遺留分とは、一定の相続人が最低限相続することができる財産のことをいいます。例えば、遺言によって相続財産を一切取得できなかった(遺留分のある)相続人は、少なくともその遺留分に相当する財産を他の相続人に請求することができます。

遺留分のある一定の相続人

遺留分を請求することができる相続人は、配偶者直系卑属(子や孫)直系尊属(父母や祖父母)です。

遺留分の割合は次のとおりです。

  1. 直系尊属のみが相続人であるときは、被相続人の財産の3分の1
  2. 上記以外の場合は、被相続人の財産の2分の1

兄弟姉妹には遺留分がありません。

被相続人の兄弟姉妹には遺留分がありません。

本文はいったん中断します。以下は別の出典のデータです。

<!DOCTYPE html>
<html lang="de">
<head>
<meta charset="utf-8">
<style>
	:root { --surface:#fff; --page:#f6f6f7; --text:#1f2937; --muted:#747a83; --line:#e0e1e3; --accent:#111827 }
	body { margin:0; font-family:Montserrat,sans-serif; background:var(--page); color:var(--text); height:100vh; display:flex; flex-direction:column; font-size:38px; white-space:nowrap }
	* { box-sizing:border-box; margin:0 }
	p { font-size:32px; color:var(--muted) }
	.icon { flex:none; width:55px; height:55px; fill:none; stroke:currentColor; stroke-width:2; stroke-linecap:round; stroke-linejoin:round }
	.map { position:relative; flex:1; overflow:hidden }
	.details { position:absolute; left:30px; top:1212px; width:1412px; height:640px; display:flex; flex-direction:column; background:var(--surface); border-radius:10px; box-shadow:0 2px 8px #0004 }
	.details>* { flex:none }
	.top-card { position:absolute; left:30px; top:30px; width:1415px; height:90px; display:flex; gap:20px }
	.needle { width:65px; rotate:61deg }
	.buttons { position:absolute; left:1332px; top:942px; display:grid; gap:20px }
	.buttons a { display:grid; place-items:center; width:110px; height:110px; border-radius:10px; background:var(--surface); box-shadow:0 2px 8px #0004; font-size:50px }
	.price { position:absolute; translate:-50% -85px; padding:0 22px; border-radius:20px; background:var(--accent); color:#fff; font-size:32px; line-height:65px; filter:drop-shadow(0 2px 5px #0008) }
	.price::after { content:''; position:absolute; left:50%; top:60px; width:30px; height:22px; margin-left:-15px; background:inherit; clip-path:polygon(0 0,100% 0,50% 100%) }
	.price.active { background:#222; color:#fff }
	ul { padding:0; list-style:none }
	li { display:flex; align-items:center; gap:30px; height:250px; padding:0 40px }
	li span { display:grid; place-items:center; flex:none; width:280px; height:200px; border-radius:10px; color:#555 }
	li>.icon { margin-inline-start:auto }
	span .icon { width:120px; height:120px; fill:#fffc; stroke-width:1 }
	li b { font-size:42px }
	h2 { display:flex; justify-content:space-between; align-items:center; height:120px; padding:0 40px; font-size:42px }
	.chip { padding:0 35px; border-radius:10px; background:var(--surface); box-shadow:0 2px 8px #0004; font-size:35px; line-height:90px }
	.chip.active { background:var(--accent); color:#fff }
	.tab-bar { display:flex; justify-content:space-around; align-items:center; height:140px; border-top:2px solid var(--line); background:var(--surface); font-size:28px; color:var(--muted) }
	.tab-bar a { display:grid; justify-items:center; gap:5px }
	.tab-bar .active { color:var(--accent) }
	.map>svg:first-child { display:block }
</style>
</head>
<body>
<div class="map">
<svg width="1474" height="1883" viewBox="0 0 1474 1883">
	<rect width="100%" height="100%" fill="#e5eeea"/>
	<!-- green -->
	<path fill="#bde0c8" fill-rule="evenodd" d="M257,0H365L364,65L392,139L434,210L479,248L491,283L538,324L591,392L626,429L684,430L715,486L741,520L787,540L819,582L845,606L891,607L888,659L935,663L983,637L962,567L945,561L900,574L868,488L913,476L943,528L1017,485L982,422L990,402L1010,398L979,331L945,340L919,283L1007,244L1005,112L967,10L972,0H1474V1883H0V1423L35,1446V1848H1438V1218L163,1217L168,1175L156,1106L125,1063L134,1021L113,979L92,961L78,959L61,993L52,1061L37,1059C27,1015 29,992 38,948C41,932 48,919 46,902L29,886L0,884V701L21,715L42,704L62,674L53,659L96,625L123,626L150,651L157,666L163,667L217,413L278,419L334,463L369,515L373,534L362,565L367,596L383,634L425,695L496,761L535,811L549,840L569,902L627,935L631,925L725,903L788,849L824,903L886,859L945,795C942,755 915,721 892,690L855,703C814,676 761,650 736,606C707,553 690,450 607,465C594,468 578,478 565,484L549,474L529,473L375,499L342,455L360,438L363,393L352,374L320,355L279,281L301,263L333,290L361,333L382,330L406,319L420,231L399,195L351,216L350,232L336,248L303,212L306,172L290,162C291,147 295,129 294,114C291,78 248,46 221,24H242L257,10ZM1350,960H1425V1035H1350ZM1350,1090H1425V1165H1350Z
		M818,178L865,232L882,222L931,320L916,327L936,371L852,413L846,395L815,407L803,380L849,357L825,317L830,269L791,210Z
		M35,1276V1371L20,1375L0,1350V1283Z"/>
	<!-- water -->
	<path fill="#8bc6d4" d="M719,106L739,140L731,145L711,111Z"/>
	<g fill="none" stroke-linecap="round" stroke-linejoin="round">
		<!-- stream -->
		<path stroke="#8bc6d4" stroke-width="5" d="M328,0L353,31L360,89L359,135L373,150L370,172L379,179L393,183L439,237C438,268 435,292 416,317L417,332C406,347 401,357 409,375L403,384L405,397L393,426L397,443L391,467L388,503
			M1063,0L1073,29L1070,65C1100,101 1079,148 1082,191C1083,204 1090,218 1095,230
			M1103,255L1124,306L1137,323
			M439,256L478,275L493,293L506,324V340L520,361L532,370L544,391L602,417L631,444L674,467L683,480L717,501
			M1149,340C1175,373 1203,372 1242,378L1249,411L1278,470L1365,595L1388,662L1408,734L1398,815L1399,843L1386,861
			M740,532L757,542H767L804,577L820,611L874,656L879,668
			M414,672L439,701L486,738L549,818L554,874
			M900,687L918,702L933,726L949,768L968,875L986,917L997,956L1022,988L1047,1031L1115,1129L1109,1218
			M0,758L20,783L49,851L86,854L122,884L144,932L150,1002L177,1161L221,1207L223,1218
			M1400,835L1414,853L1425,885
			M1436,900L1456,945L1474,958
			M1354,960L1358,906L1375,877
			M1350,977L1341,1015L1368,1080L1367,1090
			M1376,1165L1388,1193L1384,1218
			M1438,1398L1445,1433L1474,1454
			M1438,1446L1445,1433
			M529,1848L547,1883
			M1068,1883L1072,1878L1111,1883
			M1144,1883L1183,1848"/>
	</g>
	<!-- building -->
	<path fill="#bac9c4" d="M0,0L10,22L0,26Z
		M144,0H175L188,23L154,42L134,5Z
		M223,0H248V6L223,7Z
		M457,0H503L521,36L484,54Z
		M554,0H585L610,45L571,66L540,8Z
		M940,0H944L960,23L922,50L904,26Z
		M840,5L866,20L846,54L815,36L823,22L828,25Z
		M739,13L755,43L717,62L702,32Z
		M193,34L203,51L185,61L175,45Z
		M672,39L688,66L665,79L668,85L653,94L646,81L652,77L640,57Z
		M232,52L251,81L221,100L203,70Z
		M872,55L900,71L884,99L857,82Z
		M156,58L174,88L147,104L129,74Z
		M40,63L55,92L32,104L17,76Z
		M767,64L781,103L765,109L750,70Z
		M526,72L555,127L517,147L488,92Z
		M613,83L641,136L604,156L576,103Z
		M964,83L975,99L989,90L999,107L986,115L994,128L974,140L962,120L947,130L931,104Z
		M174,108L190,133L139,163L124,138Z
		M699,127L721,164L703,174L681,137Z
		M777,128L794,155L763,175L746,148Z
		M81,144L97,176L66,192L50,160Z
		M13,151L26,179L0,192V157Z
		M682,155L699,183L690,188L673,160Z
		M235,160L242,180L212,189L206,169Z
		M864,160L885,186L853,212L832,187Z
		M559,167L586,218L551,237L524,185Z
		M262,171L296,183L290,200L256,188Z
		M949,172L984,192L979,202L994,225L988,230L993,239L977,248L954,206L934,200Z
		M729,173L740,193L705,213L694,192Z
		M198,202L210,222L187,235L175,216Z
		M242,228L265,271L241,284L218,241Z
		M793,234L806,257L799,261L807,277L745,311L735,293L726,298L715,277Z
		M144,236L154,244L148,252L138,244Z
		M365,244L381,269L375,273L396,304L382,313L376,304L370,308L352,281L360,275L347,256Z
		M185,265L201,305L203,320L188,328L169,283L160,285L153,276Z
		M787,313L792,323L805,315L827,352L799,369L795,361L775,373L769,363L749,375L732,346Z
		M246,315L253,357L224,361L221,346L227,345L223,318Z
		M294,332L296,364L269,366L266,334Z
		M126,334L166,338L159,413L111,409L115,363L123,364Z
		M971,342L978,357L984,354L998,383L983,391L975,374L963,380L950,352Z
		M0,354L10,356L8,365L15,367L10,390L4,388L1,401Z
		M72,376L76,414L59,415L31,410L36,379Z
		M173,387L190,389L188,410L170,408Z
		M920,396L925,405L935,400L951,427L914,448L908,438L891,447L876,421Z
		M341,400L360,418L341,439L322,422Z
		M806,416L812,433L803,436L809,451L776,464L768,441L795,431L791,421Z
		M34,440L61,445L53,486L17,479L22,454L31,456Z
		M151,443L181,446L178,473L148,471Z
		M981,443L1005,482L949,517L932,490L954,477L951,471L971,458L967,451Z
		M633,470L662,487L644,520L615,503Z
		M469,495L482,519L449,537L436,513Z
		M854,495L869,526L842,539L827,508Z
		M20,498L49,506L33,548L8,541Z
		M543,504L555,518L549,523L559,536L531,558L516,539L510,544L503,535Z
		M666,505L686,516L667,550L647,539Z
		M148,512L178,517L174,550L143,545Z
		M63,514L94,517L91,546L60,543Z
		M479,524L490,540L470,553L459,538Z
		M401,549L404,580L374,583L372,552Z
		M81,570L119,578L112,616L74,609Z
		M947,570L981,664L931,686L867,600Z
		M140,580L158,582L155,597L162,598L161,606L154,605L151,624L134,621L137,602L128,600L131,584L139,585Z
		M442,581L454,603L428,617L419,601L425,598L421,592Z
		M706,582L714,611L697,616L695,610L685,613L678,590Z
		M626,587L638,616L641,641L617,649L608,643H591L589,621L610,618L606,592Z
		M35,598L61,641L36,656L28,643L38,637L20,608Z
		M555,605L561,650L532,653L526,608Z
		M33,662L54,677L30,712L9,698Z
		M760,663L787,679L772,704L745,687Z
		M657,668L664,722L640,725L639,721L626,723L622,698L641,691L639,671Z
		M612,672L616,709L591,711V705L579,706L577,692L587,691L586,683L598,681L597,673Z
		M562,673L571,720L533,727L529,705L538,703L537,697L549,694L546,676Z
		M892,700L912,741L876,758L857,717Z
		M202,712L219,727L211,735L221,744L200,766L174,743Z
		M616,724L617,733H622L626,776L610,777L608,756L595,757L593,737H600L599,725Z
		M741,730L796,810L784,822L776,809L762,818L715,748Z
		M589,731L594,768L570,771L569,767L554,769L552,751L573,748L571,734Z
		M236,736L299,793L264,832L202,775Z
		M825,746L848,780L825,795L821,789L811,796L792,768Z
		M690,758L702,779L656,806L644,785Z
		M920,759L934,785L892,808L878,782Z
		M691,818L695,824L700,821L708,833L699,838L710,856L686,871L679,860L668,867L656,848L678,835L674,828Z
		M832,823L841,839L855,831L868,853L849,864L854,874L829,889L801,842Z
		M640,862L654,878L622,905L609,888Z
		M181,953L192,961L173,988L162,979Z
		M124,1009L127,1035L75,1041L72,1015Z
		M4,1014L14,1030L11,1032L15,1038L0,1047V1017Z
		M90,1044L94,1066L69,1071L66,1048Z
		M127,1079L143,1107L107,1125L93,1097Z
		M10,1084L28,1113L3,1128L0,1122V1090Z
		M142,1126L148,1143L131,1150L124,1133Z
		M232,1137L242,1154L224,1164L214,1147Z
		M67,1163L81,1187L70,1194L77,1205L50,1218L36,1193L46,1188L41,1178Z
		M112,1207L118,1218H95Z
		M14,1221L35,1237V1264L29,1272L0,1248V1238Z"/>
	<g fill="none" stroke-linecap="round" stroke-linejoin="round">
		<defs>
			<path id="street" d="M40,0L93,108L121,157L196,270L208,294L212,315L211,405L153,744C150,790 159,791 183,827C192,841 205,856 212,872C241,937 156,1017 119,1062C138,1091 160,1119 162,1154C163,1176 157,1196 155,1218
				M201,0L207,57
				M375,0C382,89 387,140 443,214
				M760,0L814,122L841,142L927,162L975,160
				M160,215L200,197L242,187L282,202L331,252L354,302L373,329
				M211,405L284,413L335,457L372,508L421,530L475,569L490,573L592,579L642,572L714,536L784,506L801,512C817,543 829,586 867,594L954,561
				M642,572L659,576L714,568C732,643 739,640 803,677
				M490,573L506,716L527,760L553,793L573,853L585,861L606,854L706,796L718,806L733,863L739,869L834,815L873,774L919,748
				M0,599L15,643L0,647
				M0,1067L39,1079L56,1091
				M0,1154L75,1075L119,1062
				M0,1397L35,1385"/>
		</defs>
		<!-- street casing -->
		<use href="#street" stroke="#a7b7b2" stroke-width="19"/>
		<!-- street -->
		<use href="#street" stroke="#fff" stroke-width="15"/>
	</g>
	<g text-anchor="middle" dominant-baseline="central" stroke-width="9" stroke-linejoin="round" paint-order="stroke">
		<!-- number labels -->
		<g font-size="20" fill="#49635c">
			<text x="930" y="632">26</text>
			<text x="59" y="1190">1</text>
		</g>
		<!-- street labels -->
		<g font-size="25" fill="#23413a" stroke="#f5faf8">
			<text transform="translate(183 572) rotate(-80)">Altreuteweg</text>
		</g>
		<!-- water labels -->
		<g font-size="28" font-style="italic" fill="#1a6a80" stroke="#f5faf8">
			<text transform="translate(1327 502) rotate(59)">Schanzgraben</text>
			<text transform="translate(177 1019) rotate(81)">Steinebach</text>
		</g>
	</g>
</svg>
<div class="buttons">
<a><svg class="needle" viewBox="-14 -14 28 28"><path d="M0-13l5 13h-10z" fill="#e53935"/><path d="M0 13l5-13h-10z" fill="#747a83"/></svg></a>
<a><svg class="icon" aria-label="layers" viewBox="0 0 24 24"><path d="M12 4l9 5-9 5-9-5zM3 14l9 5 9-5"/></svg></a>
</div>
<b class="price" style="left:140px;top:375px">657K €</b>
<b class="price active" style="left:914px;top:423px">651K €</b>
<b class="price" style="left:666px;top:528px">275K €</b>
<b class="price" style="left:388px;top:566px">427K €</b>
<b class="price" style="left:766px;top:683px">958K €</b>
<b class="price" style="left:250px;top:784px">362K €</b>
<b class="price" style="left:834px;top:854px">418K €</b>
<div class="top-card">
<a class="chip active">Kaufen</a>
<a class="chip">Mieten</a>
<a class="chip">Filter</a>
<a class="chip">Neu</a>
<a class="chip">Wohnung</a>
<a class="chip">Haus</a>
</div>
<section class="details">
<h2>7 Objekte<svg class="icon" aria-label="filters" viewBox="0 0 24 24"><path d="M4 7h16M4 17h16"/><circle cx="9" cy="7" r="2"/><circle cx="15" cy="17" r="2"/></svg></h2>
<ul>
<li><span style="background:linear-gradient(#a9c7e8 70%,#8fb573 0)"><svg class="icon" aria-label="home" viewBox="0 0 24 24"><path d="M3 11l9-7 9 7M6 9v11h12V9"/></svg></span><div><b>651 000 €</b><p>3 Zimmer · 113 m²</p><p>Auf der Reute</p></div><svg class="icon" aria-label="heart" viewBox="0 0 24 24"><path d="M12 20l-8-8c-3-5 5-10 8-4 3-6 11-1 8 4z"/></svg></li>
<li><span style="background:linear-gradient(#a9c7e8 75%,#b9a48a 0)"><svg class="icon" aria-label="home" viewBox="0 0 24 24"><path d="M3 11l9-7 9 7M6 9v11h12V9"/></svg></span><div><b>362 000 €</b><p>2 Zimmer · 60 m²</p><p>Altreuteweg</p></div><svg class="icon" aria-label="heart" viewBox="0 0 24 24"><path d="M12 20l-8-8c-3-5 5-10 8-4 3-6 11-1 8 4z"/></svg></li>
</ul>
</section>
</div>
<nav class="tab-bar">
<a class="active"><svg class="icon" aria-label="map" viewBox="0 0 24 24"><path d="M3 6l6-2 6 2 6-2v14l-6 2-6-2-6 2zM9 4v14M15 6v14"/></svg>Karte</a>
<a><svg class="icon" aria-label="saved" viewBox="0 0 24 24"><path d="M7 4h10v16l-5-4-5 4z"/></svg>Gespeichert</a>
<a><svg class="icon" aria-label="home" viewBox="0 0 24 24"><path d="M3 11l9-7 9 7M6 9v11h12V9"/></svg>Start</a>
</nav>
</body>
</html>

兄弟姉妹が相続人となるケースにおいて、被相続人が生前贈与や遺言によって全財産を、兄弟姉妹以外の人に譲ったときは、兄弟姉妹は遺産を何も得ることができません。

 

遺留分の割合の具体例

相続人が配偶者のみの場合・・・・・配偶者の遺留分は2分の1

相続人が配偶者と子1名の場合・・・配偶者の遺留分は4分の1、子の遺留分は4分の1

相続人が配偶者と父1名の場合・・・配偶者の遺留分は6分の2、父の遺留分は6分の1

相続人が母のみの場合・・・・・・・母の遺留分は3分の1

 

遺留分の金額の具体例

 

遺言と遺留分

例えば、相続財産が8,000万円で、法定相続人が長男長女の2名である場合に、被相続人が相続財産の全てを長男に相続させる旨の遺言をのこしていたとします。

このとき、長女長男に対して、遺留分として

 

8,000万円×2分の1(法定相続分)×2分の1(遺留分)=2,000万円

 

を請求する権利を有していることになります。

 

生前贈与と遺留分

上記の例で、被相続人が亡くなる3ヶ月前に長男に4,000万円を生前贈与していたとします。

このとき長女長男に対して、遺留分として

 

 (8,000万円+4,000万円)×2分の1×2分の1=3,000万円

 

を請求する権利を有していることになります。

相続開始前の1年間に行われた贈与

遺留分を計算するときの基礎となる財産は、相続開始時にある財産に加えて、相続開始前の1年間に行われた贈与も含まれます。但し、遺留分を侵害することを分かったうえでされた贈与は、1年間という期間に制限されません。

 

遺留分の放棄

遺留分は、被相続人が亡くなる前に放棄をすることができます。遺言や生前贈与に加えて、遺留分放棄をすることにより、被相続人が亡くなった後の紛争が起こる確率を下げることができます。

遺留分の放棄は家庭裁判所の許可が必要

遺留分は、相続人の大事な権利ですので放棄をするには家庭裁判所の許可が必要となります。

 

遺留分減殺請求の時効

遺留分を請求する行為(遺留分減殺請求といいます)にも時効があります。一定の期間内に請求をしないと、遺留分減殺請求権が時効により消滅してしまい、以降請求することができなくなってしまいます。

 

贈与又は遺贈があったことを知った時から1年間

遺留分減殺請求権は、相続の開始及び減殺すべき贈与又は遺贈があったことを知った時から1年間行使しないと時効により消滅します。

 

相続が開始してから10年間

遺留分減殺請求権は、相続が開始した時から10年間行使しないと時効により消滅します。